Stored records =
▶

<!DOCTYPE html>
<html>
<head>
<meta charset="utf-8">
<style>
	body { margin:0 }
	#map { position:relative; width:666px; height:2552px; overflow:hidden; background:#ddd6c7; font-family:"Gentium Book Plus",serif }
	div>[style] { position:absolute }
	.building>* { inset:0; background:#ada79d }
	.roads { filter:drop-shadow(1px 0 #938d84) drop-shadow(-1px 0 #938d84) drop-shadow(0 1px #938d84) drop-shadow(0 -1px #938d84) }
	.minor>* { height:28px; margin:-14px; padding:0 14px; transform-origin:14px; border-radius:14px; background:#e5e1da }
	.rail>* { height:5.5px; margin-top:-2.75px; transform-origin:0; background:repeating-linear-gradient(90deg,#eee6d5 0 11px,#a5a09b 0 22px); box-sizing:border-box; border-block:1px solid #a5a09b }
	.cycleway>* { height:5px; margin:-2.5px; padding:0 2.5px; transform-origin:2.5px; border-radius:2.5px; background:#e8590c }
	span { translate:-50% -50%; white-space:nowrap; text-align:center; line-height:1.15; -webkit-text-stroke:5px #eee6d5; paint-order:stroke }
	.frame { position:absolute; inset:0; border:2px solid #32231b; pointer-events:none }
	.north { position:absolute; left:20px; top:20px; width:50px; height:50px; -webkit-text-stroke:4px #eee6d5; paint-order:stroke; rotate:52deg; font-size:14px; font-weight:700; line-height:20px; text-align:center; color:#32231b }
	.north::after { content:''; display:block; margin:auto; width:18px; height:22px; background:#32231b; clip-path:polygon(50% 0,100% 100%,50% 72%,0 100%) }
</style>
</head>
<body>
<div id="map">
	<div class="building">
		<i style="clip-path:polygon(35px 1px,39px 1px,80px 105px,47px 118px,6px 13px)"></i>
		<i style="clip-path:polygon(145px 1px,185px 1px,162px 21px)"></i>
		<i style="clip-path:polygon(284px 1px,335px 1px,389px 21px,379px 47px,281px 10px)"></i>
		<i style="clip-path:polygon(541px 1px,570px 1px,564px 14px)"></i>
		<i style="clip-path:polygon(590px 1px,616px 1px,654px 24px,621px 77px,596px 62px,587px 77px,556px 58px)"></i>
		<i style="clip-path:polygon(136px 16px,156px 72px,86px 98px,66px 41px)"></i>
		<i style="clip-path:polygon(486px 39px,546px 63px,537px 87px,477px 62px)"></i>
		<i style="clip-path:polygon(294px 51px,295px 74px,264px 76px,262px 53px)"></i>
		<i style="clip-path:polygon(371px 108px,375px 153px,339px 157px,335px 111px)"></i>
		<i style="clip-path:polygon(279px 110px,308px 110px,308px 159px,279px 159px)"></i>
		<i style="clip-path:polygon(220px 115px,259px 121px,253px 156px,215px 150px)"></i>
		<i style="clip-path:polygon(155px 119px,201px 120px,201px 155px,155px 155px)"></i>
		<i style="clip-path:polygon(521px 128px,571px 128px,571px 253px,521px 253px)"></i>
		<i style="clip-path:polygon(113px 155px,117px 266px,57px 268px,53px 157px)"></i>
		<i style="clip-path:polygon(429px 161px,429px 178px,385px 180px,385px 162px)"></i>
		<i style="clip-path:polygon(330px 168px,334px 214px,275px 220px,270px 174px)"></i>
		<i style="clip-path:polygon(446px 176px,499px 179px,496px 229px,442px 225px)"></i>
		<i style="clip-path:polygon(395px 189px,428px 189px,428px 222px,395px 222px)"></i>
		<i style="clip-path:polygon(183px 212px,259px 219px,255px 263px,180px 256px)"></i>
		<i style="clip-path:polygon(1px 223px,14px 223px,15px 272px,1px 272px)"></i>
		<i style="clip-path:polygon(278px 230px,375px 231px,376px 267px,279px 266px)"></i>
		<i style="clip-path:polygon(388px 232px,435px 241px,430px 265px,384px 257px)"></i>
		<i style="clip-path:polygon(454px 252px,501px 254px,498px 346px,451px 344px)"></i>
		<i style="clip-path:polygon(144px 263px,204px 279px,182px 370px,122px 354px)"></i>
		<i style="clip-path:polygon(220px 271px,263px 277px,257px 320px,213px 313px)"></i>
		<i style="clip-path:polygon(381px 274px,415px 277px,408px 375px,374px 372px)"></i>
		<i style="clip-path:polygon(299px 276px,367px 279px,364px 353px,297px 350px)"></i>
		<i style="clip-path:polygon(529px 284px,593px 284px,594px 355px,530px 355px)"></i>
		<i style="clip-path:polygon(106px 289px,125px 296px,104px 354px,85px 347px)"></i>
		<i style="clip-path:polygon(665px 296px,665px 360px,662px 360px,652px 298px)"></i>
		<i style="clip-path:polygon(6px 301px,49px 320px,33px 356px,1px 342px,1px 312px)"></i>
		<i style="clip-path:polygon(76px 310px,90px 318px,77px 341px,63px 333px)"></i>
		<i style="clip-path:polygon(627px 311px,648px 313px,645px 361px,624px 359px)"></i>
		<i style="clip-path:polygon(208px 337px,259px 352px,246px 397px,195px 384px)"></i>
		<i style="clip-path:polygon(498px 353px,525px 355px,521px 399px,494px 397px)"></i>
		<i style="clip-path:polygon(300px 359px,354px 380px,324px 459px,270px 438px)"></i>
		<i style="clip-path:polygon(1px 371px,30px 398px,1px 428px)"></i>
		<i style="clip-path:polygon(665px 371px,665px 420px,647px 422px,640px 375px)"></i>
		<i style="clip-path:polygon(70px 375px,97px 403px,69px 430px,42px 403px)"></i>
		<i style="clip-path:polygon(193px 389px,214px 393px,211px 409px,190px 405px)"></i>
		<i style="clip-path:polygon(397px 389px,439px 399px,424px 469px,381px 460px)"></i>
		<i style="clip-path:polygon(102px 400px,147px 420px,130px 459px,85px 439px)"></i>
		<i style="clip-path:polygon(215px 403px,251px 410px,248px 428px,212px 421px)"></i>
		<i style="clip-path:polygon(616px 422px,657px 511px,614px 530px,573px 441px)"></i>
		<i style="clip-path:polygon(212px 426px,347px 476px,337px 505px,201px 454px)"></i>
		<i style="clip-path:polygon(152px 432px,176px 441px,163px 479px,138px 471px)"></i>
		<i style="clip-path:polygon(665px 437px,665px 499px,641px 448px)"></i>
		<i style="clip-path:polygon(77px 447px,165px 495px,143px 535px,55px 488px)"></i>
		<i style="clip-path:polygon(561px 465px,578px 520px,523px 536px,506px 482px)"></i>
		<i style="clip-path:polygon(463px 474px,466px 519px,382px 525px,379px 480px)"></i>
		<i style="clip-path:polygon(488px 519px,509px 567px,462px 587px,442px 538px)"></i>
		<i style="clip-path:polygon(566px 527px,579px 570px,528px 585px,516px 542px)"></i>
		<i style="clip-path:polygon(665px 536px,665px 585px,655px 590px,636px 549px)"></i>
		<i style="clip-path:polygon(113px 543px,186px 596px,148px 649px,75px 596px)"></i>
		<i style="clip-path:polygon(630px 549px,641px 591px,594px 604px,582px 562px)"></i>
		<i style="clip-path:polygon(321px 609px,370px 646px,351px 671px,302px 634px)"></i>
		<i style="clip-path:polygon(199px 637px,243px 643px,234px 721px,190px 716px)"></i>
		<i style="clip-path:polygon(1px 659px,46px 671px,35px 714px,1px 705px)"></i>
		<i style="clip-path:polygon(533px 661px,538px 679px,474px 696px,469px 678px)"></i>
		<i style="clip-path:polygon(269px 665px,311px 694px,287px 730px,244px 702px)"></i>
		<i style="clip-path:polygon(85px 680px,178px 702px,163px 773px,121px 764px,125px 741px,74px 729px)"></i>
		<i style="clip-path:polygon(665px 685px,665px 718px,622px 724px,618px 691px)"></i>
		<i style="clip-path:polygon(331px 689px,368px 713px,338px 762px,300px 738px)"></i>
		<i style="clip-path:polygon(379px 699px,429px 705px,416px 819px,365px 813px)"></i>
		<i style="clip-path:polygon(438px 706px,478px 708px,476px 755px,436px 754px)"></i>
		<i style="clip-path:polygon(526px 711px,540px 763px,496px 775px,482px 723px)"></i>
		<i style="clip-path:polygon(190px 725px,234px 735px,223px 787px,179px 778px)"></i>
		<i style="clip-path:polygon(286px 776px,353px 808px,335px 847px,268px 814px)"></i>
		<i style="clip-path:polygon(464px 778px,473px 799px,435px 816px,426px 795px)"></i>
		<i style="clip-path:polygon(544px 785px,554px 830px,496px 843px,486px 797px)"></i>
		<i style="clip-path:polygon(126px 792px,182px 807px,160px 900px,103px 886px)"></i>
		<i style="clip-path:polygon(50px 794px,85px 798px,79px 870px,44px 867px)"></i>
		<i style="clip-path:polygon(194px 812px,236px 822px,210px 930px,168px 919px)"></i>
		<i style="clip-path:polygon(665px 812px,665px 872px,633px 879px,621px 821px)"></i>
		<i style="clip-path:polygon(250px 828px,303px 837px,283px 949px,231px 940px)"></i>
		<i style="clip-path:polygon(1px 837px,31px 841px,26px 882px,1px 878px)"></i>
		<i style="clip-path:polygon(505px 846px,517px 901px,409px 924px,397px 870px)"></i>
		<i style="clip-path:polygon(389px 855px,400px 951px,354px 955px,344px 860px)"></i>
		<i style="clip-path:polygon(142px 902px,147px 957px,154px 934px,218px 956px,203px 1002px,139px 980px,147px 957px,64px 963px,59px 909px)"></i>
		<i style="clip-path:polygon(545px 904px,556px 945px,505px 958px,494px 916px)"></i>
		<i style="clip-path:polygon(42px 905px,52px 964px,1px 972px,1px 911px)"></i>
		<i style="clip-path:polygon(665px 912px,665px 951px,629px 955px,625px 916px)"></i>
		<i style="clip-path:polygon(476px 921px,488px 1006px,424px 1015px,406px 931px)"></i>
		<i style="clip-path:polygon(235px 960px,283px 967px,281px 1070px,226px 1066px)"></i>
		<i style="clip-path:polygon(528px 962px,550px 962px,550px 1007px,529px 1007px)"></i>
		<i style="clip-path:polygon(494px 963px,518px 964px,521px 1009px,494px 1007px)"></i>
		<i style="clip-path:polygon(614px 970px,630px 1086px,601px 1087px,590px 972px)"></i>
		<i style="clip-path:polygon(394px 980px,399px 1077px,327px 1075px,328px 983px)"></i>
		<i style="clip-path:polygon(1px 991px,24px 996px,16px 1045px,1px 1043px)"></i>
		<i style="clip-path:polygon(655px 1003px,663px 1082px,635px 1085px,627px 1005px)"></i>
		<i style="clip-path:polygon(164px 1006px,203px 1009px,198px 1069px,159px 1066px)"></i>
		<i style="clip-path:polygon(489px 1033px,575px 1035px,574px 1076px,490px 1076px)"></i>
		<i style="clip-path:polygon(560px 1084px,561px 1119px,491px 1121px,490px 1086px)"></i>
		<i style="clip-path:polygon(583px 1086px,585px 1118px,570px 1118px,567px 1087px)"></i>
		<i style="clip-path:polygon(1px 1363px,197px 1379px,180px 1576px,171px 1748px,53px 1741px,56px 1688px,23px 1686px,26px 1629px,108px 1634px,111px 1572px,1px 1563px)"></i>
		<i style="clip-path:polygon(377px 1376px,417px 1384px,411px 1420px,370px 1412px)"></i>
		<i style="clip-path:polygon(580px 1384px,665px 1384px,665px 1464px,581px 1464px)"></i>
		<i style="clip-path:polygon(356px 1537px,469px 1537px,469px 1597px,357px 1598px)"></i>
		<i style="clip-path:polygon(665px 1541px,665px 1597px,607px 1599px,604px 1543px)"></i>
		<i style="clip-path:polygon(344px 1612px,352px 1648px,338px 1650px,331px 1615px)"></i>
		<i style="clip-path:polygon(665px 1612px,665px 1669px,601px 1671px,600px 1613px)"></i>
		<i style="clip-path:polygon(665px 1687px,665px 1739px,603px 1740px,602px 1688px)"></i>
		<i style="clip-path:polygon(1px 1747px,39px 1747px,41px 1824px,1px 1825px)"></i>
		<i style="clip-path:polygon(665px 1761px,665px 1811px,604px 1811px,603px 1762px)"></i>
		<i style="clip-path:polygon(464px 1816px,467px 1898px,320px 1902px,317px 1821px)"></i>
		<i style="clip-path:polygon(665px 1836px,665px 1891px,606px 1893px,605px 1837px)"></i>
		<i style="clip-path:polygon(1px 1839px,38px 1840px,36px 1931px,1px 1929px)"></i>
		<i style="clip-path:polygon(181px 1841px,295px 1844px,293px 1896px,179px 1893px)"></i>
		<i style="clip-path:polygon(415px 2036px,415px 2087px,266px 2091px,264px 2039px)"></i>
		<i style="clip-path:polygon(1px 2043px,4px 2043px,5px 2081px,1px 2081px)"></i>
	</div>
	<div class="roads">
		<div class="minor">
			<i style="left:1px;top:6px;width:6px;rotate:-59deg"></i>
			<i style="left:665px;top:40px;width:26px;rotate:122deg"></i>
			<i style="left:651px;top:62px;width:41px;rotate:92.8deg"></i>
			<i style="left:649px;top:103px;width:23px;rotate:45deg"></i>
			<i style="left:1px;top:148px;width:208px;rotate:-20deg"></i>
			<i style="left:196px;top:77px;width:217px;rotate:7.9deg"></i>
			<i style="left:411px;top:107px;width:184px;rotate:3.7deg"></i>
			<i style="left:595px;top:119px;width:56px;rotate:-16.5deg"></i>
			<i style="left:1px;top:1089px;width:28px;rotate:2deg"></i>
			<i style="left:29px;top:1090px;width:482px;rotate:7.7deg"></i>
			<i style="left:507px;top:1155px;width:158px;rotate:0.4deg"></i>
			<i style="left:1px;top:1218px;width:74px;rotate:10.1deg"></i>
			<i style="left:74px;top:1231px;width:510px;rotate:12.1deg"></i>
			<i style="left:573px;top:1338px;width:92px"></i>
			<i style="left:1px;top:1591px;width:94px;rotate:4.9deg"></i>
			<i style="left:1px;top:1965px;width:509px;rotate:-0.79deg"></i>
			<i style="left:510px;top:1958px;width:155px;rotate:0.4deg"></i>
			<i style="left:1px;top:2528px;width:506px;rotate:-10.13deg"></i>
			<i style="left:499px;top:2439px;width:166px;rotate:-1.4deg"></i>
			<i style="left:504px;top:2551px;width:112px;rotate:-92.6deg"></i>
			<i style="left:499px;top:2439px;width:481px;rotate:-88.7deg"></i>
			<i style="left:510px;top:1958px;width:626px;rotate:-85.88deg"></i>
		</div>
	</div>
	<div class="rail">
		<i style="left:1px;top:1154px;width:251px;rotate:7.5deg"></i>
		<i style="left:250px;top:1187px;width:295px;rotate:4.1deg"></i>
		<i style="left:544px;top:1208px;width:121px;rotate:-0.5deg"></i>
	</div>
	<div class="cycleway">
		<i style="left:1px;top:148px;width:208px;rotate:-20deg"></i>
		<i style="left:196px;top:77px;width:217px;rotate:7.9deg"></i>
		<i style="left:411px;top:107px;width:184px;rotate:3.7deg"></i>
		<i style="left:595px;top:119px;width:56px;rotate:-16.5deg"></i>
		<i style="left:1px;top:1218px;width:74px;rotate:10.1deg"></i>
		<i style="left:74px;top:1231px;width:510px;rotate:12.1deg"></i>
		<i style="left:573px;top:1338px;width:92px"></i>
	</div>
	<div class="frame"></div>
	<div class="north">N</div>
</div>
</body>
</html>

◀

EXERCISE DESCRIPTION = Each line from the first line of the entries up to and including the line containing "position:relative; width:666px; height:2552px;" should be transcribed exactly, with all other lines left out.

FINISHED TASK =
<!DOCTYPE html>
<html>
<head>
<meta charset="utf-8">
<style>
	body { margin:0 }
	#map { position:relative; width:666px; height:2552px; overflow:hidden; background:#ddd6c7; font-family:"Gentium Book Plus",serif }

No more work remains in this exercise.